Return the count of lines in the records that include the string "label", and nothing besides it.

┌──

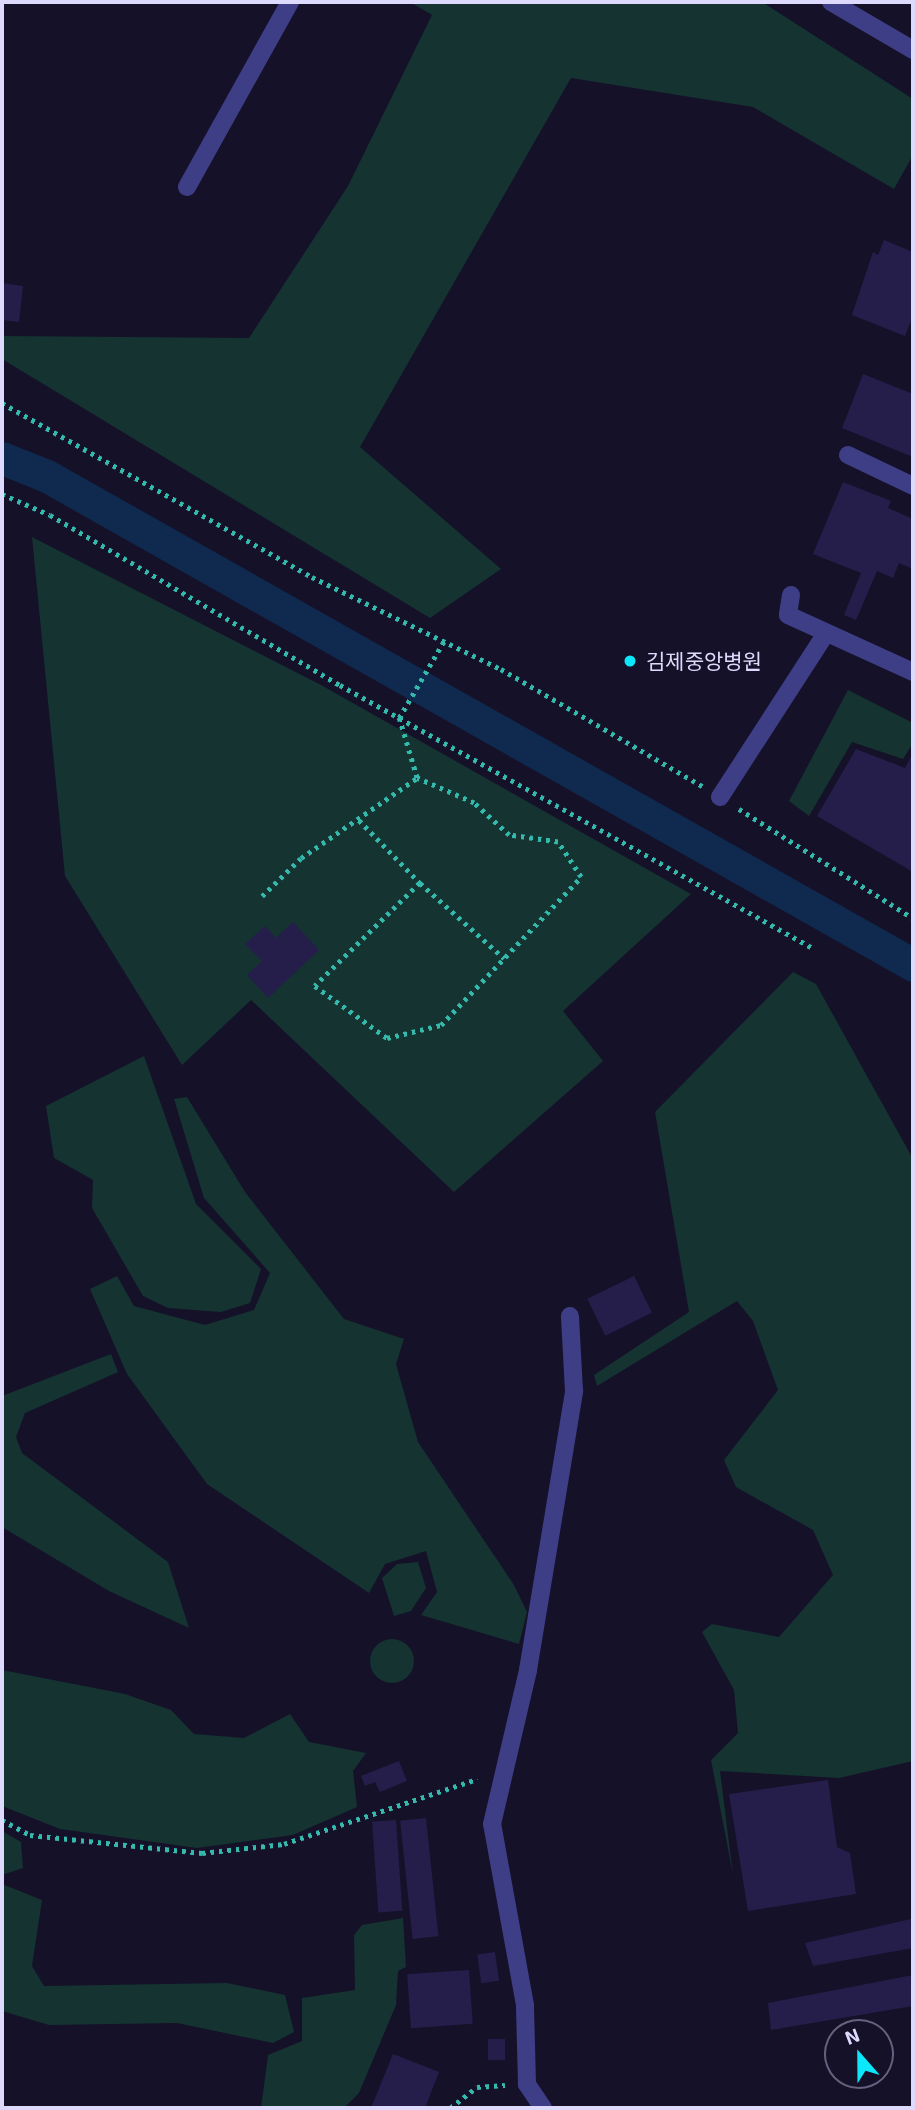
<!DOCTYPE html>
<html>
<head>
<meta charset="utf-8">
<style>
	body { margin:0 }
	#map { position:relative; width:915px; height:2110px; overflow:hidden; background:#151129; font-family:"Exo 2","Noto Sans KR",sans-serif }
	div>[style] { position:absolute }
	.green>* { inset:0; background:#143331 }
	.round { border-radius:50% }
	.canal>* { height:33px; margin:-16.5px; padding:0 16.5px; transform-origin:16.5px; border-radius:16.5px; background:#10294e }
	.building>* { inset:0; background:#251e4a; transform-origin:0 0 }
	.path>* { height:4.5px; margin-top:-2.25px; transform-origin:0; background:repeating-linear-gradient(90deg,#34b9ad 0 3.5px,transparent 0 8.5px) }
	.minor>* { height:18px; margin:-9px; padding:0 9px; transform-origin:9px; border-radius:9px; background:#3e3e87 }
	.dots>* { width:19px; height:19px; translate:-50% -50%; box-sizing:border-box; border:4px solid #151129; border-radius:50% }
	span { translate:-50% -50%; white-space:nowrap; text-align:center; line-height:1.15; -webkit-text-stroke:5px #151129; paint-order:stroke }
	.poi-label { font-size:21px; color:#dedafe }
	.left { translate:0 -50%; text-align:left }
	.frame { position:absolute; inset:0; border:4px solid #dedafe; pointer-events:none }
	.north { position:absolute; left:824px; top:2019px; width:70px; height:70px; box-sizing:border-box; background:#151129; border:2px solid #65617e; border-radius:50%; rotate:339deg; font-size:19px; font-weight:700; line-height:28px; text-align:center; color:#dedafe }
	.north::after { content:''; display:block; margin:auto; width:24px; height:32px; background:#0ce7f9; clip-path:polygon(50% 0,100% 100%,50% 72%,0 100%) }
</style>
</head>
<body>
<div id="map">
	<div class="green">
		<div style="clip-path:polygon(410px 2px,762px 2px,913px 99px,913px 155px,894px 189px,753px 107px,571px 78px,360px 447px,501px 569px,430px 618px,2px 359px,2px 336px,249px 338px,348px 186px,432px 15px)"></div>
		<div style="clip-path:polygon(32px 537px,321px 685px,691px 894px,563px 1011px,603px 1061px,454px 1192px,251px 1000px,182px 1065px,65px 876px)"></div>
		<div style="clip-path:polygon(848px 690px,913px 723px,913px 743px,903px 759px,852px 742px,809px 816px,789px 801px)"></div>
		<div style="clip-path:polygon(793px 972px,816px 984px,913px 1159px,913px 1761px,839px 1778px,720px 1771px,733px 1875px,711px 1760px,738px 1733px,734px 1690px,702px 1632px,712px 1624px,779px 1637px,833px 1575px,813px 1530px,736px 1487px,724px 1460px,778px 1390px,753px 1321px,737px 1301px,597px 1386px,594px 1375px,689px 1312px,655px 1112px)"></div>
		<div style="clip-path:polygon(144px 1056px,196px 1204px,261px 1269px,250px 1303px,221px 1312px,168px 1308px,143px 1296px,92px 1208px,93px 1180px,54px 1158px,46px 1106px)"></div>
		<div style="clip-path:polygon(187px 1097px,245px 1192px,344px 1319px,404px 1339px,396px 1364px,418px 1442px,514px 1585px,527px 1612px,519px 1644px,421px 1615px,437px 1592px,426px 1551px,385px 1564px,369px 1593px,207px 1484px,127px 1374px,90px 1289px,117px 1276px,134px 1306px,205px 1325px,254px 1310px,270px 1273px,204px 1198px,174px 1099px)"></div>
		<div style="clip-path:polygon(111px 1354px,118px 1372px,25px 1413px,16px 1437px,22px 1453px,168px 1562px,189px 1628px,109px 1591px,2px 1527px,2px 1396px)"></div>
		<div style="clip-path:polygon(418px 1562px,426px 1588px,411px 1611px,394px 1616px,382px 1578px,397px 1564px)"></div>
		<div class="round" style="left:370px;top:1639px;width:44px;height:44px"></div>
		<div style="clip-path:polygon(2px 1670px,125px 1694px,171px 1710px,194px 1734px,244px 1738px,290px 1714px,309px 1742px,366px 1753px,353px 1771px,357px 1807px,293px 1835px,197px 1848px,60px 1829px,2px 1806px)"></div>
		<div style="clip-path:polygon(2px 1831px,21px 1842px,23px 1868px,2px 1875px)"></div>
		<div style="clip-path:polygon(2px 1884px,42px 1900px,32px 1966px,44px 1986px,227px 1983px,285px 1995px,294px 2032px,273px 2043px,177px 2023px,49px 2025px,2px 2011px)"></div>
		<div style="clip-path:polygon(403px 1918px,406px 1967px,398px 1971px,396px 2005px,359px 2093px,344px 2108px,261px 2108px,268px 2055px,302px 2041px,302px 1998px,355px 1990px,354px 1935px,362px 1925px)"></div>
	</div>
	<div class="canal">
		<div style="left:2px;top:458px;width:48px;rotate:21.8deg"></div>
		<div style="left:47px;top:476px;width:995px;rotate:29.45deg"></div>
	</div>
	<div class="building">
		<div style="clip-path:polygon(884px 240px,913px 252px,913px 316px,905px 336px,852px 315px,873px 252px,878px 255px)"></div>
		<div style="clip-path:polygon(2px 283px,23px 286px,19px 322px,2px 320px)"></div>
		<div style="clip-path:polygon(863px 374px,913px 394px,913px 457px,842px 428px)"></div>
		<div style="clip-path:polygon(843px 482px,891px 501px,888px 508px,913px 519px,913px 569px,899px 563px,893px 578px,877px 571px,856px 620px,844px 615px,861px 573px,813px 554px)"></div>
		<div style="clip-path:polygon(856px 749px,905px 768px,913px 753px,913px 872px,817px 816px)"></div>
		<div style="clip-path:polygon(293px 922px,319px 950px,268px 998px,247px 975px,262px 961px,245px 944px,265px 926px,276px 938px)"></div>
		<div style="left:634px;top:1276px;width:41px;height:52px;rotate:64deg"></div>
		<div style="clip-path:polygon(399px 1761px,407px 1781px,380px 1792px,375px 1782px,365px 1786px,361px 1776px)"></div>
		<div style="clip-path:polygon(828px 1780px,837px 1847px,850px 1853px,856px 1894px,748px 1911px,729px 1794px)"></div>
		<div style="left:426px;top:1818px;width:119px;height:26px;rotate:84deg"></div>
		<div style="left:396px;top:1820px;width:91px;height:24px;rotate:86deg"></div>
		<div style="clip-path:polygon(911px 1919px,913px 1948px,813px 1966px,805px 1943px)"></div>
		<div style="left:495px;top:1952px;width:29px;height:18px;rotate:82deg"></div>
		<div style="left:469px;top:1970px;width:54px;height:62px;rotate:86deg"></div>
		<div style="clip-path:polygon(913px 1975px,913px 2006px,771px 2030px,768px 2003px)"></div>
		<div style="left:488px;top:2039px;width:17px;height:21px"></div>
		<div style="clip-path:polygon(393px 2054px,439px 2072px,425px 2108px,371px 2108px)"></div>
	</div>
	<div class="path">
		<div style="left:2px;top:403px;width:355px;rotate:29.3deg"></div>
		<div style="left:312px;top:577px;width:210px;rotate:26deg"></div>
		<div style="left:501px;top:669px;width:233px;rotate:30.2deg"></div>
		<div style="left:2px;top:494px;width:52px;rotate:23.6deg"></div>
		<div style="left:50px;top:515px;width:336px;rotate:30.4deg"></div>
		<div style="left:340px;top:685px;width:539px;rotate:29.09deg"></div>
		<div style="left:739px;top:809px;width:205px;rotate:32.1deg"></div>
		<div style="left:359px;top:820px;width:88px;rotate:45.9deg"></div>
		<div style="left:420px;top:883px;width:147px;rotate:135.6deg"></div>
		<div style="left:315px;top:986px;width:89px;rotate:35.8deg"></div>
		<div style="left:387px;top:1038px;width:56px;rotate:-13.5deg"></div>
		<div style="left:441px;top:1025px;width:204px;rotate:-46.6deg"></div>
		<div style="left:581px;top:877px;width:42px;rotate:-123.3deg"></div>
		<div style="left:558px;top:842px;width:49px;rotate:-171.9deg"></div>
		<div style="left:509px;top:835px;width:47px;rotate:-137.6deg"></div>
		<div style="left:474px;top:803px;width:62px;rotate:-156.3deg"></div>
		<div style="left:420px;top:883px;width:113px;rotate:41.8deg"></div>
		<div style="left:262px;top:896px;width:54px;rotate:-44.3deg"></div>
		<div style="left:301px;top:858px;width:141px;rotate:-34.6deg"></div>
		<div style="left:417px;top:778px;width:63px;rotate:-106.7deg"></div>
		<div style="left:399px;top:718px;width:89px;rotate:-59.7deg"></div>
		<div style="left:2px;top:1820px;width:32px;rotate:28deg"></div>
		<div style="left:30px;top:1835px;width:173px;rotate:6deg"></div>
		<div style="left:202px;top:1853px;width:82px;rotate:-6.3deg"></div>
		<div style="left:284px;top:1844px;width:204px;rotate:-18.6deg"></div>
		<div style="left:450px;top:2108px;width:34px;rotate:-38deg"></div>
		<div style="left:477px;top:2087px;width:28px;rotate:-4deg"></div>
	</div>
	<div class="minor">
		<div style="left:831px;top:2px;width:95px;rotate:30.3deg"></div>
		<div style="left:187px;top:187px;width:212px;rotate:-60.9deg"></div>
		<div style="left:848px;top:455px;width:72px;rotate:25.5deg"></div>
		<div style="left:791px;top:595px;width:20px;rotate:99deg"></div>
		<div style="left:788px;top:615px;width:137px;rotate:24.5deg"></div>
		<div style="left:720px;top:797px;width:195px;rotate:-57.1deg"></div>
		<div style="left:543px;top:2108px;width:29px;rotate:-124deg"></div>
		<div style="left:527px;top:2084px;width:79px;rotate:-91.5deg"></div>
		<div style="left:525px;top:2005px;width:184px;rotate:-100.3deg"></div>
		<div style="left:492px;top:1824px;width:158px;rotate:-76.8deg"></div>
		<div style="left:528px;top:1670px;width:283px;rotate:-80.6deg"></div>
		<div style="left:574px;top:1391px;width:75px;rotate:-93.1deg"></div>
	</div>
	<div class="dots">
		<div style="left:630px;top:661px;background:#0ce7f9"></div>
	</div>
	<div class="poi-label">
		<span class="left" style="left:646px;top:661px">김제중앙병원</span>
	</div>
	<div class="frame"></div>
	<div class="north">N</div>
</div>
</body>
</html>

└──

_COMPLETED TASK_
2